The company unveiled Rubin, a next-generation rack-scale AI computing platform with six co-designed chips. According to Jensen Huang, the platform, successor to the NVIDIA Blackwell architecture, would reduce the cost of generating tokens to one-tenth compared to earlier models, making the whole process more economical.
The Rubin is made by integrating the Vera CPU, Rubin GPU, NVLink 6, BlueField-4 DPU, ConnectX-9 SuperNIC, and Spectrum-6 Ethernet. The platform is now in full production.
Another key announcement was the launch of Alpamayo, a family of vision-language-action (VLA) models, simulation tools, and datasets designed to help developers build Level-4–capable autonomous vehicles. He further added that the Mercedes‑Benz CLA will be the first passenger vehicle to feature Alpamayo.
NVIDIA also introduced an AI-native inference storage platform that boosts long-context inference performance by up to five times. The company’s open AI model portfolio spans Clara for healthcare, Earth-2 for climate science, Nemotron for reasoning and multimodal AI, Cosmos for robotics and simulation, and GR00T for embodied intelligence.
Commenting on its expanding open AI models, Jensen Huang stated. “Now, on top of this platform, NVIDIA is a frontier AI model builder, and we build it in a very special way. We build it completely in the open so that we can enable every company, every industry, every country, to be part of this AI revolution.”
An upgraded DGX Spark to deliver up to 2.6× faster performance for large AI models was also announced. The Keynote address from the CEO positioned NVIDIA as an architecture of the AI economy.
AMD Unveils Early Look At Its Helios Rack-Scale AI Platform
NVIDIA’s competitor, Advanced Micro Devices, Inc. (AMD), unveiled an early look at Helios rack-scale AI platform at CES. As a part of the platform, AMD introduced new AI chips, the Instinct MI455X GPU for high-performance AI infrastructure, and the Instinct MI440X GPU for enterprise-grade AI deployments.

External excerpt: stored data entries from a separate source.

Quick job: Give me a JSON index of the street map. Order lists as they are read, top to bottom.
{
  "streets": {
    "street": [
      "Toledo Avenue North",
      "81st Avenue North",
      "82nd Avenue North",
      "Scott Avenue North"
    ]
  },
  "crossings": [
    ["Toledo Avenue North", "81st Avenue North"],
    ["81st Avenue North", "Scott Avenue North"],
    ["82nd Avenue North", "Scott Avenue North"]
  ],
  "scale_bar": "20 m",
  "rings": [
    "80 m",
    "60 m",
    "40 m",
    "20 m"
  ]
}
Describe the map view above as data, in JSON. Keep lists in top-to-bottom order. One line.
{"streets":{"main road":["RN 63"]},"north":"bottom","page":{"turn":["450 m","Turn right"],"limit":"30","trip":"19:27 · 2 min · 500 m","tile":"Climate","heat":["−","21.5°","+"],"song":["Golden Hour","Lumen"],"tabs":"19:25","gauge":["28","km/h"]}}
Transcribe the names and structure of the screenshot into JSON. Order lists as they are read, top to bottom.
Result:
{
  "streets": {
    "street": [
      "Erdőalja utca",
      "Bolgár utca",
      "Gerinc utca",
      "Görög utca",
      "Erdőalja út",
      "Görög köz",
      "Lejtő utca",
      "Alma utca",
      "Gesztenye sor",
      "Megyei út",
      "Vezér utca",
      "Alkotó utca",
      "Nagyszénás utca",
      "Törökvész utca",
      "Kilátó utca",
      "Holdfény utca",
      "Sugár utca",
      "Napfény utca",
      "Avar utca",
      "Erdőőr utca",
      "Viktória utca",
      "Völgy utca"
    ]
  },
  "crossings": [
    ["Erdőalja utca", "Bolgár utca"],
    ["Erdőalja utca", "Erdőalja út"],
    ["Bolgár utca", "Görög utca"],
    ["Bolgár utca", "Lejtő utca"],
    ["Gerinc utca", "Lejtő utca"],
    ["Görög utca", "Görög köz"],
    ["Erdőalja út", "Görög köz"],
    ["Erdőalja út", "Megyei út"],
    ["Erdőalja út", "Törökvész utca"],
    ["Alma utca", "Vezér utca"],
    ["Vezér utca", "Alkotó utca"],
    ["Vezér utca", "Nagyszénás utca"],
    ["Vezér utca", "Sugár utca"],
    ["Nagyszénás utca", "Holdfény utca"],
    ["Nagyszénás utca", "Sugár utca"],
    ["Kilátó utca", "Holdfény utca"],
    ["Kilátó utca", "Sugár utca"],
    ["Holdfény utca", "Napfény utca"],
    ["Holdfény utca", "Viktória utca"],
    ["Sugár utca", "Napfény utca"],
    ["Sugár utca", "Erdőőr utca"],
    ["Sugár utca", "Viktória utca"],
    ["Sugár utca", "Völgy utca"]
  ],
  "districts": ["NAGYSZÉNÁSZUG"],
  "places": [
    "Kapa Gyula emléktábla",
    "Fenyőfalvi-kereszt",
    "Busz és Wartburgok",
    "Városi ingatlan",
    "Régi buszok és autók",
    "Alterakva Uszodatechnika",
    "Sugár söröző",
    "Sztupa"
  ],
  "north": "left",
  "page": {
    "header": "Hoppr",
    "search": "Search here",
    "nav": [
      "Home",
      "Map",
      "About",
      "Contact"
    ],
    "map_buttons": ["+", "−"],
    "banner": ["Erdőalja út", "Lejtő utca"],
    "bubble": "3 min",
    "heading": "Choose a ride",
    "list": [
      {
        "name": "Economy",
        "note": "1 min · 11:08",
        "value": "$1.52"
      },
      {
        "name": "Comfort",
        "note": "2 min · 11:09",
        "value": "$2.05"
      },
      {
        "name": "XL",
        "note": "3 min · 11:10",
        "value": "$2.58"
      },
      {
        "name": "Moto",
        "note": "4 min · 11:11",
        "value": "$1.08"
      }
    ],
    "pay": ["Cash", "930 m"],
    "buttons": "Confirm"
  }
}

While unveiling the new AI chips at CES 2026, AMD Chair and CEO Lisa Su stated that as AI adoption accelerates, the industry is entering an era of yottascale computing, driven by unprecedented growth in both training and inference, and that AMD is building the compute foundation for this next phase of AI through end-to-end technology leadership, open platforms, and deep co-innovation with partners across the ecosystem.
The company also announced a commitment of $150 million to bring AI into more classrooms and communities. The new launches indicate the intense competition in the AI sector and a shift to rack-scale, end-to-end computing platforms. While NVIDIA is capitalizing on its leadership position, AMD is positioning itself as a strong competitor.
Investors are closely watching the new developments. In the previous trading session, NVIDIA dropped to $188.12. The stock rebounded modestly in the pre-market trading, gaining 0.50%. AMD, on the other hand, closed lower at $221.08, but posted a slight gain of 0.42% in pre-market trading.